### Provided material
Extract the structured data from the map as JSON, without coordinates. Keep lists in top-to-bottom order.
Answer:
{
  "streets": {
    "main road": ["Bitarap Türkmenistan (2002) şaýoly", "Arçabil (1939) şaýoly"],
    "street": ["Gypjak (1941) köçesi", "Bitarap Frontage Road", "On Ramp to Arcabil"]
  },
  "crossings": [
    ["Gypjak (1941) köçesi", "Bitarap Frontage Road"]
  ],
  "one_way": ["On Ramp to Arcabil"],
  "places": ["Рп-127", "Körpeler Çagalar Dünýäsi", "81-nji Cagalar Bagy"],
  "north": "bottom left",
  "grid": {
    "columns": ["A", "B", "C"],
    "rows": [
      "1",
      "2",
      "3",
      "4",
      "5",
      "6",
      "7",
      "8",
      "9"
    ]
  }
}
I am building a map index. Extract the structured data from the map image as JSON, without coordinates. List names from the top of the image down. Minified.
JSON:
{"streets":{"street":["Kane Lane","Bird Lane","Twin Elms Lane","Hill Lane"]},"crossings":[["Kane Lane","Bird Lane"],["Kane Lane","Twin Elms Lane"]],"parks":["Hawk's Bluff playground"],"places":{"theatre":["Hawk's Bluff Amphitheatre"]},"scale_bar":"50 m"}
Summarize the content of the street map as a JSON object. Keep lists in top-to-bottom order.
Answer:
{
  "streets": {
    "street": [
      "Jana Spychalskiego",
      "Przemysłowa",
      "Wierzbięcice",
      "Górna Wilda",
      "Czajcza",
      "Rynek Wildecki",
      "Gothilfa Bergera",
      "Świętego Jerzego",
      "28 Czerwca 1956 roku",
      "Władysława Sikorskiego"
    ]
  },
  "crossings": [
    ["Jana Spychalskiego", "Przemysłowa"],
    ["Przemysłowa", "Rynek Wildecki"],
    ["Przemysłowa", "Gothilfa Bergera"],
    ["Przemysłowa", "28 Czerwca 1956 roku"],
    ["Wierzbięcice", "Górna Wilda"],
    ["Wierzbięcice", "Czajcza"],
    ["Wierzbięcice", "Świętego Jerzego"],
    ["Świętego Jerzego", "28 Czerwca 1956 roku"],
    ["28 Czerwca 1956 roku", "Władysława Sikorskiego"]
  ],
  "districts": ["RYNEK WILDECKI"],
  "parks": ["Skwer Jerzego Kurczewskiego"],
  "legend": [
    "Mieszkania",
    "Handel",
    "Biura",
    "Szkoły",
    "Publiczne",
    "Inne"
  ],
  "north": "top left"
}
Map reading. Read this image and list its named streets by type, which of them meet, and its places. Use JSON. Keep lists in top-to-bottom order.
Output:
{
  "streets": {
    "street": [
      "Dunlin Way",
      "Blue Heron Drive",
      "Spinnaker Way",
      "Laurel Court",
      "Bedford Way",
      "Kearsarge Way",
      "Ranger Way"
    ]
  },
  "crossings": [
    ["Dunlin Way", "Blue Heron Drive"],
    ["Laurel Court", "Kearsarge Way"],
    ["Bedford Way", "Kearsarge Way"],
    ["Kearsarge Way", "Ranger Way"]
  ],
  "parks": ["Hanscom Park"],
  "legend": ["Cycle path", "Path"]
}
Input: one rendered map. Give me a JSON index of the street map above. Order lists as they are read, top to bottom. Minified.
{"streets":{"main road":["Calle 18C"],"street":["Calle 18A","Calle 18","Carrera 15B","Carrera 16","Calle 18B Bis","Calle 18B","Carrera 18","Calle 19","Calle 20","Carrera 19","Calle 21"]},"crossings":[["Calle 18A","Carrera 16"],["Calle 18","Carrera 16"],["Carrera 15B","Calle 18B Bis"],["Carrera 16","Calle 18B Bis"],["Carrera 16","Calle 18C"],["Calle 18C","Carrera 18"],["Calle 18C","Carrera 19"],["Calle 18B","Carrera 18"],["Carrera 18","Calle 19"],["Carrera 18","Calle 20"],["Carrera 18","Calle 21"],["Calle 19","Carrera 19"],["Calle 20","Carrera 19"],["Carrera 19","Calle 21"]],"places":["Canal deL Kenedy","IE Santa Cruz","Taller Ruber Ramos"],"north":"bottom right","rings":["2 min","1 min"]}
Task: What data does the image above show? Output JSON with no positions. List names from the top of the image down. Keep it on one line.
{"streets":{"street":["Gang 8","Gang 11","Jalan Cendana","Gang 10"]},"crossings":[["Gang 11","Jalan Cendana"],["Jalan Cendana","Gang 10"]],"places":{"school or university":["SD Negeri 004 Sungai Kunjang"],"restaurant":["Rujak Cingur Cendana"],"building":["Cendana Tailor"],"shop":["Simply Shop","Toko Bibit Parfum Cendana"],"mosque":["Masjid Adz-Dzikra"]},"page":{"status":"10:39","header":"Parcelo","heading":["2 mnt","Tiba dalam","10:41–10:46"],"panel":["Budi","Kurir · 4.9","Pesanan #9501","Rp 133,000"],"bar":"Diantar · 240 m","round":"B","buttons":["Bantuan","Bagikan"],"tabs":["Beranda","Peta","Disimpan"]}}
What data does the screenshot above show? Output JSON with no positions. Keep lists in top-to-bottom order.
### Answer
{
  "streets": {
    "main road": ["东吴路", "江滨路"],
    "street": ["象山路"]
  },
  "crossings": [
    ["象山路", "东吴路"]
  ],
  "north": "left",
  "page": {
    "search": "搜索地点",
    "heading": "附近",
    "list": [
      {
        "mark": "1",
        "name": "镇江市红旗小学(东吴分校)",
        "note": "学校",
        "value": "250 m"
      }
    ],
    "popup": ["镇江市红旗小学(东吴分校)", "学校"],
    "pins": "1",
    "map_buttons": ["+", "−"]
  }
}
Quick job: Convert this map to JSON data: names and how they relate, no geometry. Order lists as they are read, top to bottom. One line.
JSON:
######
## Your instructions
The data above should be output exactly, with each line intact.

## Result
Extract the structured data from the map as JSON, without coordinates. Keep lists in top-to-bottom order.
Answer:
{
  "streets": {
    "main road": ["Bitarap Türkmenistan (2002) şaýoly", "Arçabil (1939) şaýoly"],
    "street": ["Gypjak (1941) köçesi", "Bitarap Frontage Road", "On Ramp to Arcabil"]
  },
  "crossings": [
    ["Gypjak (1941) köçesi", "Bitarap Frontage Road"]
  ],
  "one_way": ["On Ramp to Arcabil"],
  "places": ["Рп-127", "Körpeler Çagalar Dünýäsi", "81-nji Cagalar Bagy"],
  "north": "bottom left",
  "grid": {
    "columns": ["A", "B", "C"],
    "rows": [
      "1",
      "2",
      "3",
      "4",
      "5",
      "6",
      "7",
      "8",
      "9"
    ]
  }
}
I am building a map index. Extract the structured data from the map image as JSON, without coordinates. List names from the top of the image down. Minified.
JSON:
{"streets":{"street":["Kane Lane","Bird Lane","Twin Elms Lane","Hill Lane"]},"crossings":[["Kane Lane","Bird Lane"],["Kane Lane","Twin Elms Lane"]],"parks":["Hawk's Bluff playground"],"places":{"theatre":["Hawk's Bluff Amphitheatre"]},"scale_bar":"50 m"}
Summarize the content of the street map as a JSON object. Keep lists in top-to-bottom order.
Answer:
{
  "streets": {
    "street": [
      "Jana Spychalskiego",
      "Przemysłowa",
      "Wierzbięcice",
      "Górna Wilda",
      "Czajcza",
      "Rynek Wildecki",
      "Gothilfa Bergera",
      "Świętego Jerzego",
      "28 Czerwca 1956 roku",
      "Władysława Sikorskiego"
    ]
  },
  "crossings": [
    ["Jana Spychalskiego", "Przemysłowa"],
    ["Przemysłowa", "Rynek Wildecki"],
    ["Przemysłowa", "Gothilfa Bergera"],
    ["Przemysłowa", "28 Czerwca 1956 roku"],
    ["Wierzbięcice", "Górna Wilda"],
    ["Wierzbięcice", "Czajcza"],
    ["Wierzbięcice", "Świętego Jerzego"],
    ["Świętego Jerzego", "28 Czerwca 1956 roku"],
    ["28 Czerwca 1956 roku", "Władysława Sikorskiego"]
  ],
  "districts": ["RYNEK WILDECKI"],
  "parks": ["Skwer Jerzego Kurczewskiego"],
  "legend": [
    "Mieszkania",
    "Handel",
    "Biura",
    "Szkoły",
    "Publiczne",
    "Inne"
  ],
  "north": "top left"
}
Map reading. Read this image and list its named streets by type, which of them meet, and its places. Use JSON. Keep lists in top-to-bottom order.
Output:
{
  "streets": {
    "street": [
      "Dunlin Way",
      "Blue Heron Drive",
      "Spinnaker Way",
      "Laurel Court",
      "Bedford Way",
      "Kearsarge Way",
      "Ranger Way"
    ]
  },
  "crossings": [
    ["Dunlin Way", "Blue Heron Drive"],
    ["Laurel Court", "Kearsarge Way"],
    ["Bedford Way", "Kearsarge Way"],
    ["Kearsarge Way", "Ranger Way"]
  ],
  "parks": ["Hanscom Park"],
  "legend": ["Cycle path", "Path"]
}
Input: one rendered map. Give me a JSON index of the street map above. Order lists as they are read, top to bottom. Minified.
{"streets":{"main road":["Calle 18C"],"street":["Calle 18A","Calle 18","Carrera 15B","Carrera 16","Calle 18B Bis","Calle 18B","Carrera 18","Calle 19","Calle 20","Carrera 19","Calle 21"]},"crossings":[["Calle 18A","Carrera 16"],["Calle 18","Carrera 16"],["Carrera 15B","Calle 18B Bis"],["Carrera 16","Calle 18B Bis"],["Carrera 16","Calle 18C"],["Calle 18C","Carrera 18"],["Calle 18C","Carrera 19"],["Calle 18B","Carrera 18"],["Carrera 18","Calle 19"],["Carrera 18","Calle 20"],["Carrera 18","Calle 21"],["Calle 19","Carrera 19"],["Calle 20","Carrera 19"],["Carrera 19","Calle 21"]],"places":["Canal deL Kenedy","IE Santa Cruz","Taller Ruber Ramos"],"north":"bottom right","rings":["2 min","1 min"]}
Task: What data does the image above show? Output JSON with no positions. List names from the top of the image down. Keep it on one line.
{"streets":{"street":["Gang 8","Gang 11","Jalan Cendana","Gang 10"]},"crossings":[["Gang 11","Jalan Cendana"],["Jalan Cendana","Gang 10"]],"places":{"school or university":["SD Negeri 004 Sungai Kunjang"],"restaurant":["Rujak Cingur Cendana"],"building":["Cendana Tailor"],"shop":["Simply Shop","Toko Bibit Parfum Cendana"],"mosque":["Masjid Adz-Dzikra"]},"page":{"status":"10:39","header":"Parcelo","heading":["2 mnt","Tiba dalam","10:41–10:46"],"panel":["Budi","Kurir · 4.9","Pesanan #9501","Rp 133,000"],"bar":"Diantar · 240 m","round":"B","buttons":["Bantuan","Bagikan"],"tabs":["Beranda","Peta","Disimpan"]}}
What data does the screenshot above show? Output JSON with no positions. Keep lists in top-to-bottom order.
### Answer
{
  "streets": {
    "main road": ["东吴路", "江滨路"],
    "street": ["象山路"]
  },
  "crossings": [
    ["象山路", "东吴路"]
  ],
  "north": "left",
  "page": {
    "search": "搜索地点",
    "heading": "附近",
    "list": [
      {
        "mark": "1",
        "name": "镇江市红旗小学(东吴分校)",
        "note": "学校",
        "value": "250 m"
      }
    ],
    "popup": ["镇江市红旗小学(东吴分校)", "学校"],
    "pins": "1",
    "map_buttons": ["+", "−"]
  }
}
Quick job: Convert this map to JSON data: names and how they relate, no geometry. Order lists as they are read, top to bottom. One line.
JSON:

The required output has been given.